The use of ensemble learning (EL) has grown due to its ability to enhance precision in predictions compared to typical machine learning (ML) algorithms. EL-based approaches are expected to be more accurate and efficient in simulating green engineering materials like sustainable concretes. In this study, three novel EL methods predict the compressive strength (CS) of concrete containing rice husk ash (CCRHA) using hybridizations of adaptive boosting (AdaBoost), gradient boosting regression trees (GBRT), random forests (RF), and teaching-learning-based optimisation algorithms (TLBO).
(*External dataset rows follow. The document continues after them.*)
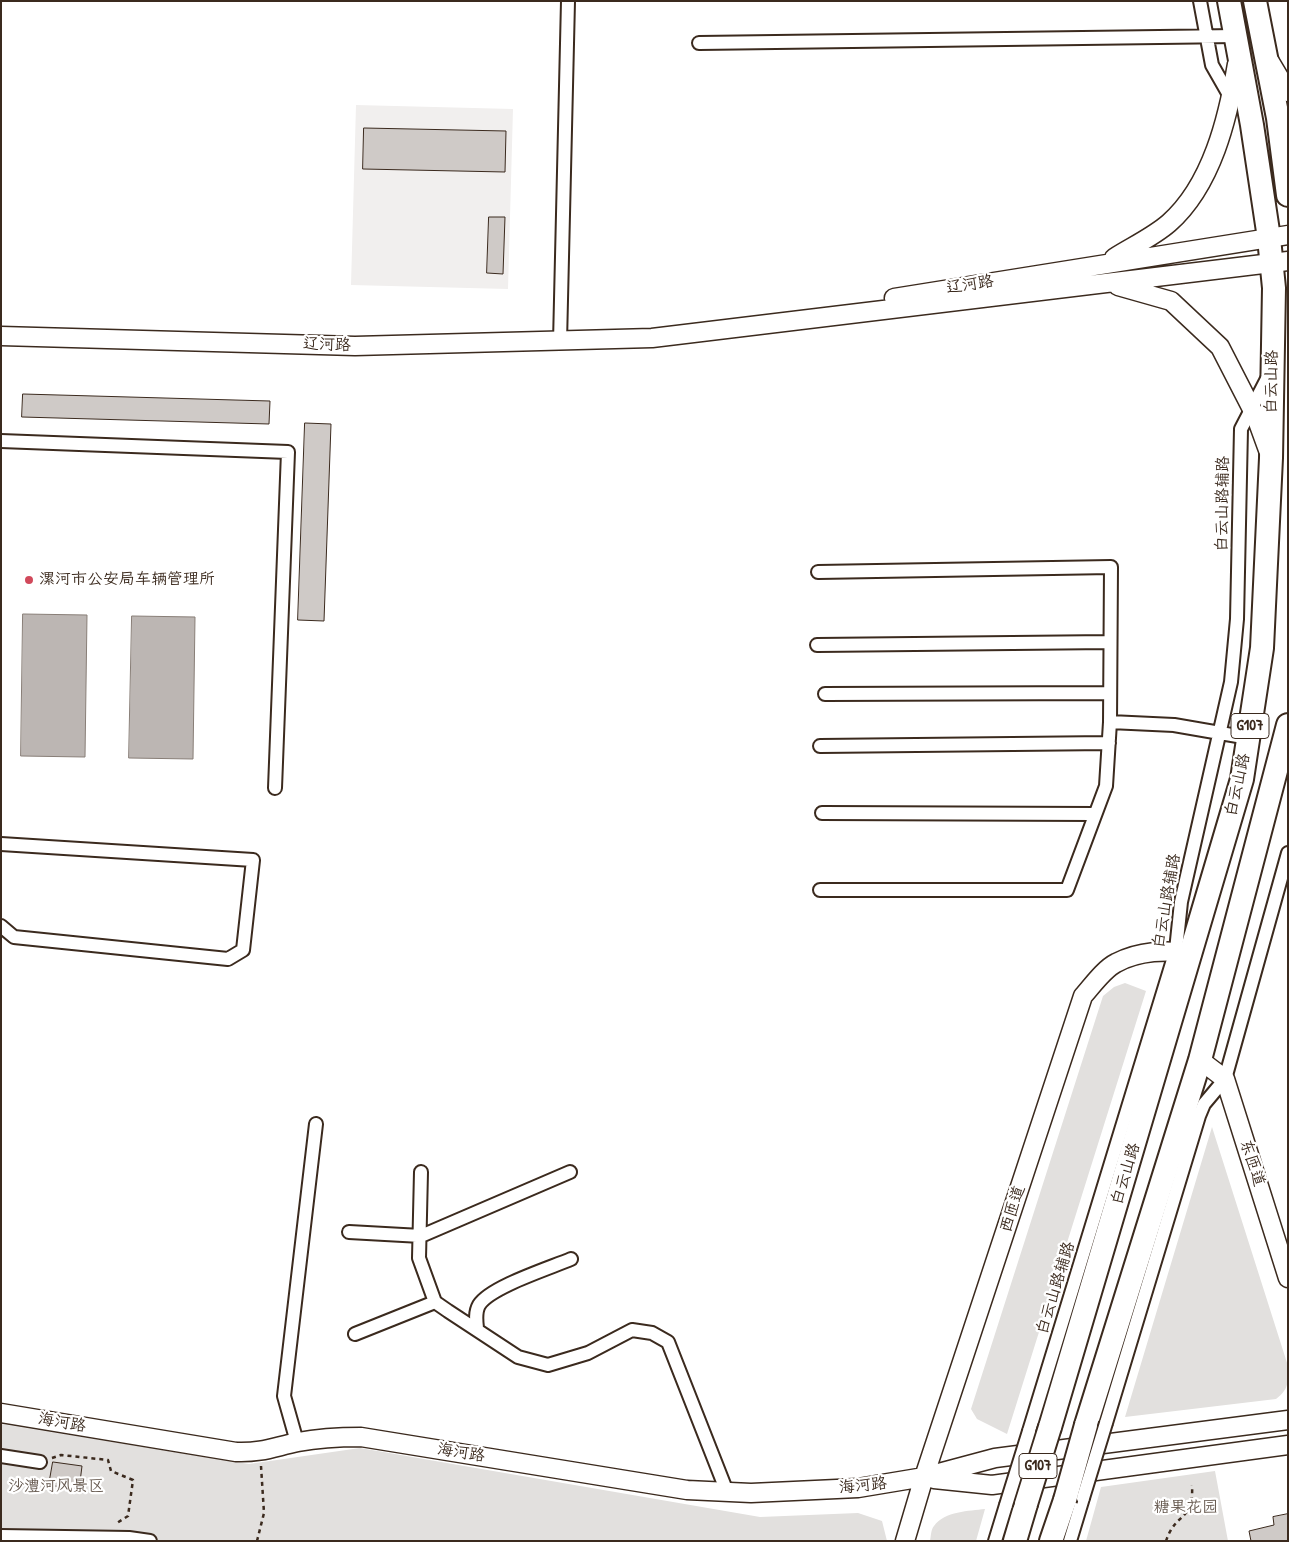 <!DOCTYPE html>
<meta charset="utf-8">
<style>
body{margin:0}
#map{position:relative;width:1289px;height:1542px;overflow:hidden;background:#fff;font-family:"Patrick Hand",sans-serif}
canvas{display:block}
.frame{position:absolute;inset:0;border:2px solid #3b2a1e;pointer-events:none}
</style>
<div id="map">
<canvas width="1289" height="1542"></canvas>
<div class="frame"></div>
</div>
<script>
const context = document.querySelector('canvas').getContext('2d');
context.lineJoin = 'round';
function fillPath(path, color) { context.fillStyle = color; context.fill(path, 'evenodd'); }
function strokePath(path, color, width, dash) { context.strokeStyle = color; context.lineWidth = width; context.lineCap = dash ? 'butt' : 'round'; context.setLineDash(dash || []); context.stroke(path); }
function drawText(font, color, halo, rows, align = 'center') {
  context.font = font + ' "Patrick Hand","LXGW WenKai TC",sans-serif'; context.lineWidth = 4.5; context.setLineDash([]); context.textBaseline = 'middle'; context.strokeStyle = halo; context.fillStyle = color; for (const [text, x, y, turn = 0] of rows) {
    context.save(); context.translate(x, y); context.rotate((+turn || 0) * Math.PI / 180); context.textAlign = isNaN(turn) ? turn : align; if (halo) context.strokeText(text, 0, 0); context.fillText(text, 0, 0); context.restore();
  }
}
fillPath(new Path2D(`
 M356,105L513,109L508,289L351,285Z`), '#f1efee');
fillPath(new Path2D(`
 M1125,983L1146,991L1007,1434L977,1419L971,1409L1103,996L1114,987Z
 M1212,1127L1288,1366C1288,1383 1289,1389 1276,1399L1125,1417Z
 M1,1424L249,1464L360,1448L760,1517L858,1513L882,1521L887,1541H1Z
 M1215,1471L1228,1541H1086L1101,1487Z
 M985,1509L976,1541H930C931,1536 931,1529 934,1526C945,1511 969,1511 985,1509Z`), '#e2e0de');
const water = new Path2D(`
 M23,614L87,615L85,757L21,756Z
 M132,616L195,617L193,759L129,758Z`);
fillPath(water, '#bcb6b3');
strokePath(water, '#887e77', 1);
const building = new Path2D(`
 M364,128L506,131L505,172L363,169Z
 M489,217H505L503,274L487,273Z
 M23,394L270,401L269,424L22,417Z
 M305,423L331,424L324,621L298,620Z
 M53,1462L82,1466L79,1490L49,1485Z
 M1288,1514V1541H1251L1249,1531L1274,1525L1273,1517Z`);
fillPath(building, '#cfcac7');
strokePath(building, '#3b2a1e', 1);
const street = new Path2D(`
 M1200,1L1212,65L1232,100
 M699,43L1236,36
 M560,342L568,1
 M1,441L288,452L275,788
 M818,572L1111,567L1110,722L1106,786L1067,890H820
 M817,645L1110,642
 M825,694L1110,693
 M1110,722L1174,725L1249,738
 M820,746L1109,743
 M822,813L1095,814
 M1,844L253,860L243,950L228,959L14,937L1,926
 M421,1172L419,1258L435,1302L448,1311L518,1357L548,1365L588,1353L632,1330L652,1333L668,1342L727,1492
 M349,1232L421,1236L570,1172
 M477,1328C476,1320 475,1312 479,1305C490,1287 550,1268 571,1259
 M355,1334L435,1302
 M1106,1423L1199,1116L1204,1104L1225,1079L1288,853
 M1029,1431L1176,950L1181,902L1231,682L1237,619L1241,429L1269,375
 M297,1442L284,1396L316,1124
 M1,1456L40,1462
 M1,1536L129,1538L150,1541
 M995,1541L1006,1505
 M1070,1541L1083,1498`);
const secondary = new Path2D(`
 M1270,62L1288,92
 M1114,258C1131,247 1153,237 1169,223C1212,185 1228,118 1237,64
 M1118,286L1171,301L1220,347L1256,417L1268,450
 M894,298L1288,235
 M1,336L355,346L652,338L1288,261
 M1200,1060L1225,1079L1288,1278
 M1,1413L236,1452C262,1453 274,1447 298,1442C319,1438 339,1437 361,1437L687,1490L751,1493L858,1488L924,1477L995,1458L1288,1420
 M934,1479L992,1485L1288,1445
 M905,1541L924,1477L1083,996C1092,986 1104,969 1116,963C1138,951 1168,949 1192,954`);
const highway = new Path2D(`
 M1255,1L1278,118L1288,195
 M1086,1425L1200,1060L1288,725
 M1050,1427L1242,779L1262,648L1271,458L1274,288L1269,238L1252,125L1229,1
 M1015,1541L1026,1504
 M1051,1541L1065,1500`);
strokePath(street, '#3b2a1e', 16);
strokePath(secondary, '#3b2a1e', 21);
strokePath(highway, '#3b2a1e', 26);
strokePath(new Path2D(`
 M52,1458L61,1455L108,1460L111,1471L133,1480L128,1516L117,1523
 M257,1541L264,1513L261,1466
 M1166,1541C1176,1511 1194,1522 1192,1485`), '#3b2a1e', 2.5, [4, 4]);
strokePath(street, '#fff', 12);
strokePath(secondary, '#fff', 18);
strokePath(highway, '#fff', 22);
const streetBridge = new Path2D(`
 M1083,1498L1106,1423
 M1006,1505L1029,1431`);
const highwayBridge = new Path2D(`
 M1065,1500L1086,1425
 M1026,1504L1050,1427`);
strokePath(streetBridge, '#3b2a1e', 16, []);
strokePath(highwayBridge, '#3b2a1e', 26, []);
strokePath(streetBridge, '#fff', 12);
strokePath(highwayBridge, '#fff', 22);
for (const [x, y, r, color] of [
 [29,580,5,"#d1495b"]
]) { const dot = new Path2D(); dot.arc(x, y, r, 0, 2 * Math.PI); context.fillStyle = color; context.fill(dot); strokePath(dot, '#fff', 2); }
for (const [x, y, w] of [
 [1250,726,38],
 [1038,1466,38]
]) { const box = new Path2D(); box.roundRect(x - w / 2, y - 12.5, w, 25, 4); context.fillStyle = '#fff'; context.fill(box); strokePath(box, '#3b2a1e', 1); }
drawText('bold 15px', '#3b2a1e', null, [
 ["G107",1250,726],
 ["G107",1038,1466]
]);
drawText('16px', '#3b2a1e', '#fff', [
 ["辽河路",970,285,-9],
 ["辽河路",327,345,2],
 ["白云山路",1272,382,-89],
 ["白云山路辅路",1223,504,-89],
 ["白云山路",1238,785,-77],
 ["白云山路辅路",1167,901,-80],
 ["东匝道",1252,1163,72],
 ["白云山路",1126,1174,-73],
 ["西匝道",1013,1209,-72],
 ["白云山路辅路",1056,1288,-73],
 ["海河路",62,1423,10],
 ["海河路",461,1453,9],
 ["海河路",863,1486,-6]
]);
drawText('16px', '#3b2a1e', '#fff', [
 ["漯河市公安局车辆管理所",39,580]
], 'left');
drawText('16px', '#65584e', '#fff', [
 ["沙澧河风景区",56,1487],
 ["糖果花园",1186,1508]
]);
</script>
Data for the CS of CCRHA (1212 instances) were collected from 42 published journal papers. Input variables included the amount of water, cement, fine aggregate, coarse aggregate, rice husk ash, superplasticizer, and curing time. Generally, GBRT-TLBO outperformed other approaches in testing with R2, RMSE, and MAE values of 0.976, 3.299, and 2.419 MPa, respectively. GBRT-TLBO models had superior capabilities in the testing phase with interquartile ranges of absolute error boxes equal to 1.0 MPa. A comparison with literature models showed that GBRT-TLBO was correctly tuned. Sensitivity analysis indicated cement and age as the most significant variables, while RHA was the least significant. Surface plots from parametric studies identified the interaction of input variables with concrete CS.